Jan Śpiewak: Nie wiem, jakie są intencje, ale wiem, jaki jest skutek tego działania. A skutek jest taki, że uchwała upamiętniająca dziesiątą rocznicę śmierci Jolanty Brzeskiej najprawdopodobniej nie zostanie uchwalona. I najbardziej obciąża to Platformę Obywatelską, a więc formacje, która jest umoczona w aferę reprywatyzacyjną.

Ta obciąża chyba całą klasę polityczną, a nie tylko PO.
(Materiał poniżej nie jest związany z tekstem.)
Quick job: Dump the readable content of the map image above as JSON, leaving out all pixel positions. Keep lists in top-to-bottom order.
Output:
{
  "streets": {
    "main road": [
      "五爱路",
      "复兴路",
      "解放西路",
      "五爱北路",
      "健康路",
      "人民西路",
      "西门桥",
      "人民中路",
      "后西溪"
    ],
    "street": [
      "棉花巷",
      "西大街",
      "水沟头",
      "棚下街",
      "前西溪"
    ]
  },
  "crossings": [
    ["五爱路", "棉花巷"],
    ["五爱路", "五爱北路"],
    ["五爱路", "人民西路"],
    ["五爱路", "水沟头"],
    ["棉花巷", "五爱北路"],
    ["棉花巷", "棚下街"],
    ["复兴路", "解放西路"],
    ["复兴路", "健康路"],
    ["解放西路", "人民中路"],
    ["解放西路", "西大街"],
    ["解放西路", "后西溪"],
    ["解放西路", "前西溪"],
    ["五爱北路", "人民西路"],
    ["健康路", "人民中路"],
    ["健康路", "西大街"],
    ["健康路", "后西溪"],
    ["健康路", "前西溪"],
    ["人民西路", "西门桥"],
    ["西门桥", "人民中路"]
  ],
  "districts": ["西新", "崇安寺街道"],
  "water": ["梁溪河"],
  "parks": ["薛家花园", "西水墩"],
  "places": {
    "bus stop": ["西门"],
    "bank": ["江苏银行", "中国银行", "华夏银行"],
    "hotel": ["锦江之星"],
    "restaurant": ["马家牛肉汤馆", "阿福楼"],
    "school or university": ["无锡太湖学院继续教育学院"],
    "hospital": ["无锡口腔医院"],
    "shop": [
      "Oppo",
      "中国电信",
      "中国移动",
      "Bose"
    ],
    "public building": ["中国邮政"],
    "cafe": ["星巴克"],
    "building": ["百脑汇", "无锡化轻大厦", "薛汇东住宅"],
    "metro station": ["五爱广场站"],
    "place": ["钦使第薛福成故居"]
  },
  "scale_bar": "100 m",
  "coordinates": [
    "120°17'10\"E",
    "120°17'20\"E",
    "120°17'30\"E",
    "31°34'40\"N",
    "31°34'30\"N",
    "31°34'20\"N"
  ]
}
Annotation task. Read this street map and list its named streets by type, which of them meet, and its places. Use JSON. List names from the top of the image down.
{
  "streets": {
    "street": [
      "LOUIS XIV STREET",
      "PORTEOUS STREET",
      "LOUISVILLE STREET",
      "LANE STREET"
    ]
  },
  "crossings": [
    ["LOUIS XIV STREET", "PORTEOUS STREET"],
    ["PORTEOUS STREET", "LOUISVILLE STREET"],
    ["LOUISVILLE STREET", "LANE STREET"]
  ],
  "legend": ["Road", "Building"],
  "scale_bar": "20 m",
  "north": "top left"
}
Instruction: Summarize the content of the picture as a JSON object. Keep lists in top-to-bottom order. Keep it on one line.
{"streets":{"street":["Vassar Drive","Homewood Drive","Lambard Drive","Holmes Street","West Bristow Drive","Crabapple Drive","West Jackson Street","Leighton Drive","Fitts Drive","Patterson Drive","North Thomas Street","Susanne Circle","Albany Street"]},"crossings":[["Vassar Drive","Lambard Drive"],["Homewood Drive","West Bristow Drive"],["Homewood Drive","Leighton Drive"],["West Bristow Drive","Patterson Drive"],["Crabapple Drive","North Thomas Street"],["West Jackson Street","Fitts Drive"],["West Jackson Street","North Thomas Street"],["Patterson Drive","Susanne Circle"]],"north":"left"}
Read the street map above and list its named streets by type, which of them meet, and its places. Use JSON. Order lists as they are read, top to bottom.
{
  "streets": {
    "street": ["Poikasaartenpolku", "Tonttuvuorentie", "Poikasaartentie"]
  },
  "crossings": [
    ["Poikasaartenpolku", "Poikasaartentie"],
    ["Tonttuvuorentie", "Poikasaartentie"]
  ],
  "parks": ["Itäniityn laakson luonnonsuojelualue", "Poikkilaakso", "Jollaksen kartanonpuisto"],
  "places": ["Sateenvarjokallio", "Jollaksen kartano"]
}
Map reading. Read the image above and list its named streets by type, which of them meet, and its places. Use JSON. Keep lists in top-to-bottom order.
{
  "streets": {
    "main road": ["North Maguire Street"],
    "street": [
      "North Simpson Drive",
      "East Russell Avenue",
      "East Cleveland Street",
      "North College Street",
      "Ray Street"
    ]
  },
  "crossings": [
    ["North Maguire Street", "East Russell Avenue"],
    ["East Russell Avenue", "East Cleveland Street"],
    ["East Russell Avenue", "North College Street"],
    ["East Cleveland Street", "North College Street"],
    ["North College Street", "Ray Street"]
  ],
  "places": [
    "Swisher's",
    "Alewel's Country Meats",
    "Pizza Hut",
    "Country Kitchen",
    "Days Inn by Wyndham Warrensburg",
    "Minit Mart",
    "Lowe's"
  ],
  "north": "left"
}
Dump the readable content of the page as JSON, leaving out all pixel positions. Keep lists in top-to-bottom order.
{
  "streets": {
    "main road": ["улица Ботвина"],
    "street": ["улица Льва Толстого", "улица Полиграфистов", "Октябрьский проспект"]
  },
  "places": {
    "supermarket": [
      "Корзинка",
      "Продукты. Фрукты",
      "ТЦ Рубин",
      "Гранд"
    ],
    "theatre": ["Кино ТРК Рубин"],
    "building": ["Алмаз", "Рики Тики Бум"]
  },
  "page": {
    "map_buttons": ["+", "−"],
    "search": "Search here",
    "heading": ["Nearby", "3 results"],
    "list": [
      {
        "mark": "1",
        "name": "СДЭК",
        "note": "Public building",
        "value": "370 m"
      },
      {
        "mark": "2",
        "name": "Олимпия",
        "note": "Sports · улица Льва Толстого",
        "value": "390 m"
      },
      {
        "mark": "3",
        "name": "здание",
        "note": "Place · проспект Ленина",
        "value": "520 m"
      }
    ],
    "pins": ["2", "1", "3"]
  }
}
Oczywiście wszystkie partie obecne w parlamencie są w aferę reprywatyzacyjną umoczone. Jednak Platforma Obywatelska najbardziej. Jak widać, na złodzieju czapka gore i to działanie jest jakimś elementem wybielania się. Nie chcą przeprosić, nie chcą wyraźnie przyznać jak było.

1 marca minie dziesięć lat od zamordowania Jolanty Brzeskiej. Kilka lat temu wydawało się, że coś drgnęło. Tymczasem śledztwo się przedłuża, nie słyszymy o jego bliskim zakończeniu.

Nie wiem, dlaczego organa ścigania nie są w stanie tych sprawców znaleźć. Oczywiście to, co zrobiono w pierwszych miesiącach po morderstwie, działania policji i prokuratury na pierwszym etapie śledztwa, powinno skończyć się pociągnięciem do odpowiedzialności winnych zaniedbań. A były one nieprawdopodobne – niezabezpieczone monitoringi, bilingi, brak przesłuchania przez całe lata świadków. Ja sobie zdaję sprawę, że po 10 latach może być trudno ustalić dokładne okoliczności zbrodni, bo pierwsze godziny po zabójstwie są kluczowe. Jednak fakt, że sprawcy tej zbrodni chodzą bezkarni, a winni zaniedbań nie zostali pociągnięci do odpowiedzialności, jest załamujący. Pokazuje, że ciągle mamy państwo z tektury.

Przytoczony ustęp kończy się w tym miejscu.